The Australian Nursing and Midwifery Federation (ANMF) reiterated its call for adequate staffing levels in nursing homes as the Royal Commission into Aged Care Quality and Safety Final Report was handed down on March 1.
The report identified “serious systemic problems” and “recurrent issues that stem from problems inherent in the design and operation of the aged care system”.
Specifically, the commissioners pointed to “inadequate funding, variable provider governance and behaviour, absence of system leadership and governance, and poor access to health care”.
ANMF federal secretary Annie Butler said on March 1 that a succession of federal governments have “done nothing” to address the ever-increasing shortages of registered nurses and qualified carers working in the sector. She said this means that elderly residents have been “made to suffer”.
The ANMF said the government’s “immediate response” of $452 million in public funds to be tied to providing better care.

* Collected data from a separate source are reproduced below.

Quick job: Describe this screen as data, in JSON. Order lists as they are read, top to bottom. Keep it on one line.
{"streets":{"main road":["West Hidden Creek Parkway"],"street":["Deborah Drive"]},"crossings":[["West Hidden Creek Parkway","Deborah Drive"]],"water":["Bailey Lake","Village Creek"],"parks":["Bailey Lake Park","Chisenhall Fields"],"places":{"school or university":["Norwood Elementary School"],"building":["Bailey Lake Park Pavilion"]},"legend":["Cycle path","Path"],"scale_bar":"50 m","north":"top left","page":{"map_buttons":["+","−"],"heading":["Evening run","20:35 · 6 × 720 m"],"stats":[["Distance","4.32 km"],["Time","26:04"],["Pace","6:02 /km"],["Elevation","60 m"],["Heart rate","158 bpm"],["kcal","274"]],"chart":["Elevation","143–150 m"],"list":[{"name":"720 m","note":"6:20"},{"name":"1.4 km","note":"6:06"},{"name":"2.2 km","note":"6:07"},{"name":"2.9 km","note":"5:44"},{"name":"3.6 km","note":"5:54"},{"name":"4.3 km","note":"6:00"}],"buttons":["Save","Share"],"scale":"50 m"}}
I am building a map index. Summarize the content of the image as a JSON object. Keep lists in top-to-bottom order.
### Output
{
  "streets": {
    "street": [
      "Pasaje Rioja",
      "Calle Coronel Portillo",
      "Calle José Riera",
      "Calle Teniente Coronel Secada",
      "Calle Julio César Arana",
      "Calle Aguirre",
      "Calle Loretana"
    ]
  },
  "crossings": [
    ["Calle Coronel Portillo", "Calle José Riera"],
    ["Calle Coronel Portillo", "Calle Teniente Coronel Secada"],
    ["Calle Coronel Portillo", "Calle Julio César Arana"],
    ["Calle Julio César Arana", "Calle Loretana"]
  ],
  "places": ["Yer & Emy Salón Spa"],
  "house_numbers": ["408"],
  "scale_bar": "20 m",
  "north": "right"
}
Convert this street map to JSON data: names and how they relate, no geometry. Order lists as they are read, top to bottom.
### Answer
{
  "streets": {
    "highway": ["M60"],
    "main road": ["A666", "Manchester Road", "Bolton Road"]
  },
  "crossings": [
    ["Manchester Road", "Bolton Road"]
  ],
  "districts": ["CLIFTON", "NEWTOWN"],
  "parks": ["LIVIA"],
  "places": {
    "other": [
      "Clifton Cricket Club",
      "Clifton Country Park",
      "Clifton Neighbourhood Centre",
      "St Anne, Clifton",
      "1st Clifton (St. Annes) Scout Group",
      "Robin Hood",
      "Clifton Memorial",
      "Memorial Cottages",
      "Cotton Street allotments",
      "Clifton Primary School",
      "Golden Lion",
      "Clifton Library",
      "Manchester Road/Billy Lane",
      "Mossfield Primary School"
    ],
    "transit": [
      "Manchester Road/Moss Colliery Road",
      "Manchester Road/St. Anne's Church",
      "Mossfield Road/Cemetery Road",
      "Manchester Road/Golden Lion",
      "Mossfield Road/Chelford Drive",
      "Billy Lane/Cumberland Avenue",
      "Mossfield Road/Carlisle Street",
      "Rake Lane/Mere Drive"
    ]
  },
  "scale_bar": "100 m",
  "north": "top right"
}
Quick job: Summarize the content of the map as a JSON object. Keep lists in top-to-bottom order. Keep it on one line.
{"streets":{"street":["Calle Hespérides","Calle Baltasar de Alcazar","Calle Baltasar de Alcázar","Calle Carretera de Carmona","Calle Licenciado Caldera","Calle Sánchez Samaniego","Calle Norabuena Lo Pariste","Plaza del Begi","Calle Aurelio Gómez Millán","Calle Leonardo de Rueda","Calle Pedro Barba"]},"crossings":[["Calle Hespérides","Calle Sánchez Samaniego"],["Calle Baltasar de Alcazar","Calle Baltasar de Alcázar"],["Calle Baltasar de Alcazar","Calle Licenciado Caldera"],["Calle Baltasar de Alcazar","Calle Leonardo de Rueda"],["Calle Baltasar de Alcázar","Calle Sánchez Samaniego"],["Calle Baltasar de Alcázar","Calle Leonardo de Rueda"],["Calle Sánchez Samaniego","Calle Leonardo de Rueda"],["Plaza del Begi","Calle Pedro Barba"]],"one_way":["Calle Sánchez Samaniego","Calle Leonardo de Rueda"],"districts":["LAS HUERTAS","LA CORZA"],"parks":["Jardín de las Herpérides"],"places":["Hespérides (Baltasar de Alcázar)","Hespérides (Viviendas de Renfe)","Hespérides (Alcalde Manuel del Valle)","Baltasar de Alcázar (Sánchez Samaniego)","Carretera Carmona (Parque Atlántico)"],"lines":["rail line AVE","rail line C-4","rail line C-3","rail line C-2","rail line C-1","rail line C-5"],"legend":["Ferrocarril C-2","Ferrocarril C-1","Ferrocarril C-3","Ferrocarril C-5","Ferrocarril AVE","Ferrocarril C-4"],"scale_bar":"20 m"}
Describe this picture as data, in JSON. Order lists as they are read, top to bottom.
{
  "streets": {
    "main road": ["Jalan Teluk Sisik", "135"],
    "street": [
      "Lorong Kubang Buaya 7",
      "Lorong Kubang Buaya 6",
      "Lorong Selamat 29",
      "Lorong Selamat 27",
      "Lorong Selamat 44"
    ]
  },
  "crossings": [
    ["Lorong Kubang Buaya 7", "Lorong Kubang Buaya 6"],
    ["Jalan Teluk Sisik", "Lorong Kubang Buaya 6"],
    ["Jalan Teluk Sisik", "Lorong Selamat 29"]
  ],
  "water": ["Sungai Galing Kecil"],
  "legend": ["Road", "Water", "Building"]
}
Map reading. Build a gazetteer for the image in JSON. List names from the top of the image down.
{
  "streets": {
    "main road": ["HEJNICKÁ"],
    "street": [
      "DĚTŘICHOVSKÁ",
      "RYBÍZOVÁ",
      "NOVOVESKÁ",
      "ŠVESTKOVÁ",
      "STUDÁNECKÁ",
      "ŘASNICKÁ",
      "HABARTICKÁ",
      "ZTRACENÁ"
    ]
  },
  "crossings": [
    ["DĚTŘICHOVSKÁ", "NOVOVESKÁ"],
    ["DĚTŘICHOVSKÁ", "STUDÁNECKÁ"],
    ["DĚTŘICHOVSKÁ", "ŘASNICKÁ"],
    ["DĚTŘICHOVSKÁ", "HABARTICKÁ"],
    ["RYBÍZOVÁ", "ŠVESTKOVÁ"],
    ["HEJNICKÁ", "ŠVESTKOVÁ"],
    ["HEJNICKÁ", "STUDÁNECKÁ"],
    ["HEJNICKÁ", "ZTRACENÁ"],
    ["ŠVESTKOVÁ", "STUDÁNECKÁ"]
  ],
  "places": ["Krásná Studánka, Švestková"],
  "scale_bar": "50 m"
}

Given the billions of taxpayer dollars aged-care providers receive annually, the lack of transparency must be rectified, it said.
After a two-year inquiry, involving more than 10,000 submissions and 23 public hearings, the commission produced a 1000-page final report.
Distressing evidence from overwhelmed nurses, carers, elderly residents and their families exposed that a root cause of so much of the residents’ neglect in private centres is understaffing.
The commission summarised the problem as “substandard care and abuse”. Two commissioners made 148 recommendations, although they differed on 43. The lack of unanimity will no doubt allow the government some wriggle room on which proposals it will support.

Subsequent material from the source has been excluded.